Overview

Apache Kafka is an open source project for a distributed publish-subscribe messaging system rethought as a distributed commit log.

Kafka stores messages in topics that are partitioned and replicated across multiple brokers in a cluster. Producers send messages to topics from which consumers read.

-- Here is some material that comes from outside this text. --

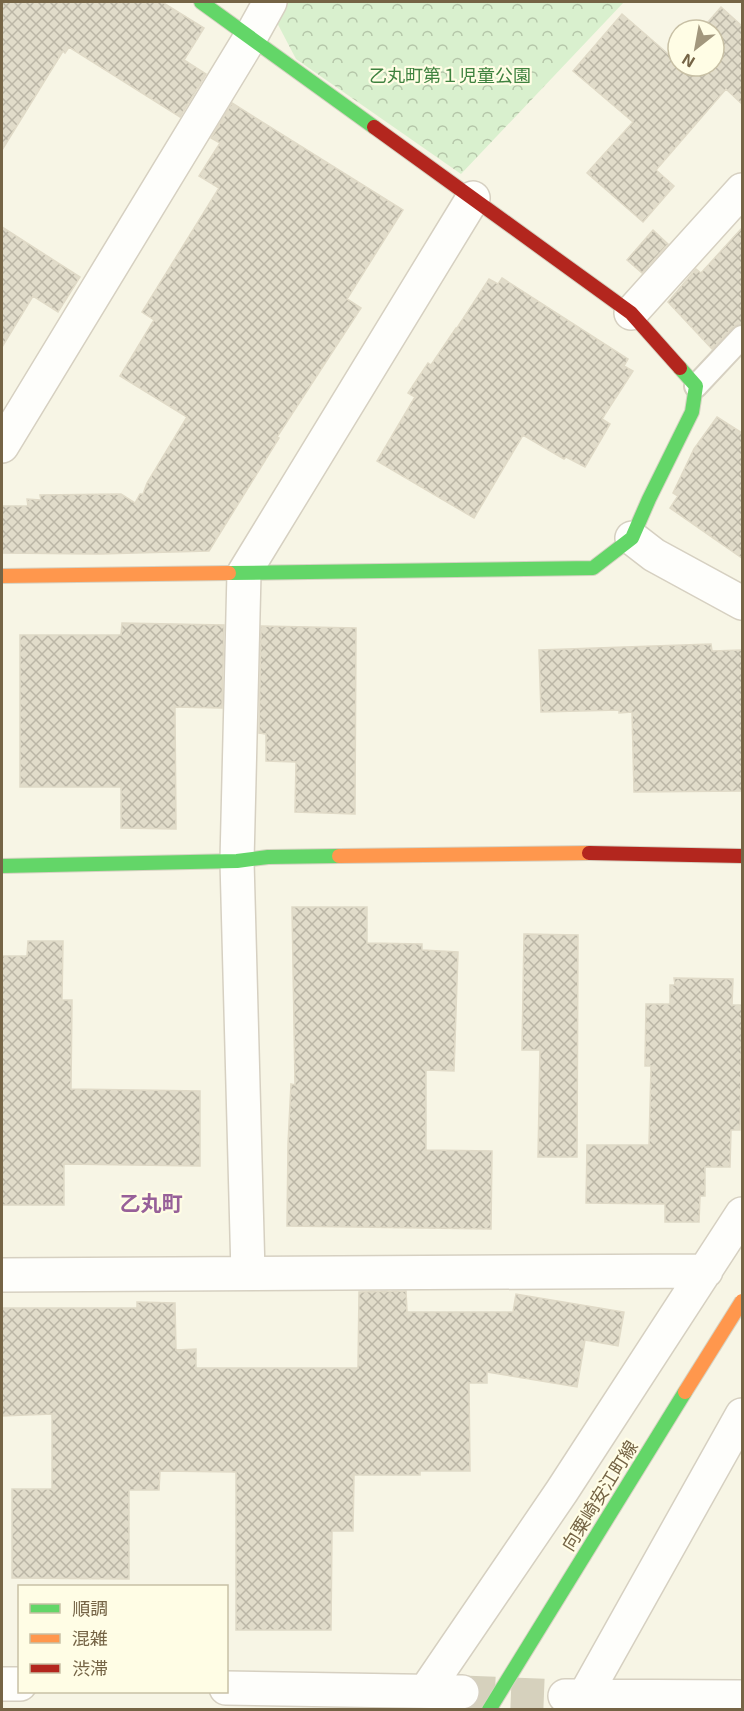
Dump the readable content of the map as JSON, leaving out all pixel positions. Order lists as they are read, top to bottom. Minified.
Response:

Created by LinkedIn and is now an Open Source project maintained by Confluent.

Kafka Use Cases

Some use cases for using Kafka:

Messaging System
Activity Tracking
Gathering metrics from many different sources
Application Logs gathering
Stream processing (with the Kafka Streams API or Spark for example)
De-coupling of system dependencies
Integration with Spark, Flink, Storm, Hadoop and many other Big Data technologies

Architecture

Source Connectors pull data from sources
Data is sent to Kafka cluster
Transformation of topic data into another topic can be done with Streams
Sink Connectors in Connect cluster pull data from Kafka
Sink Connectors push data to sinks

Kafka

Topics and Partitions

Topics: a particular stream of data

similar to a table in a database(without constraints)
you can have as many topics as you want
a topic is identified by it's name

Topics are split into partitions

each partition is ordered
each message with a partition gets an incremental id, called offset.
offsets are only relevant for a particular partition
order is guaranteed only in a partition (not across partitions)
data is assigned to a random partition unless a key is provided
you can have as many partitions per topic as you want
specifying a key, ensures that your message is written to the same partition (which ensures order).

Kafka Brokers

Consumers (still relevant? - moved to Kafka Connect?)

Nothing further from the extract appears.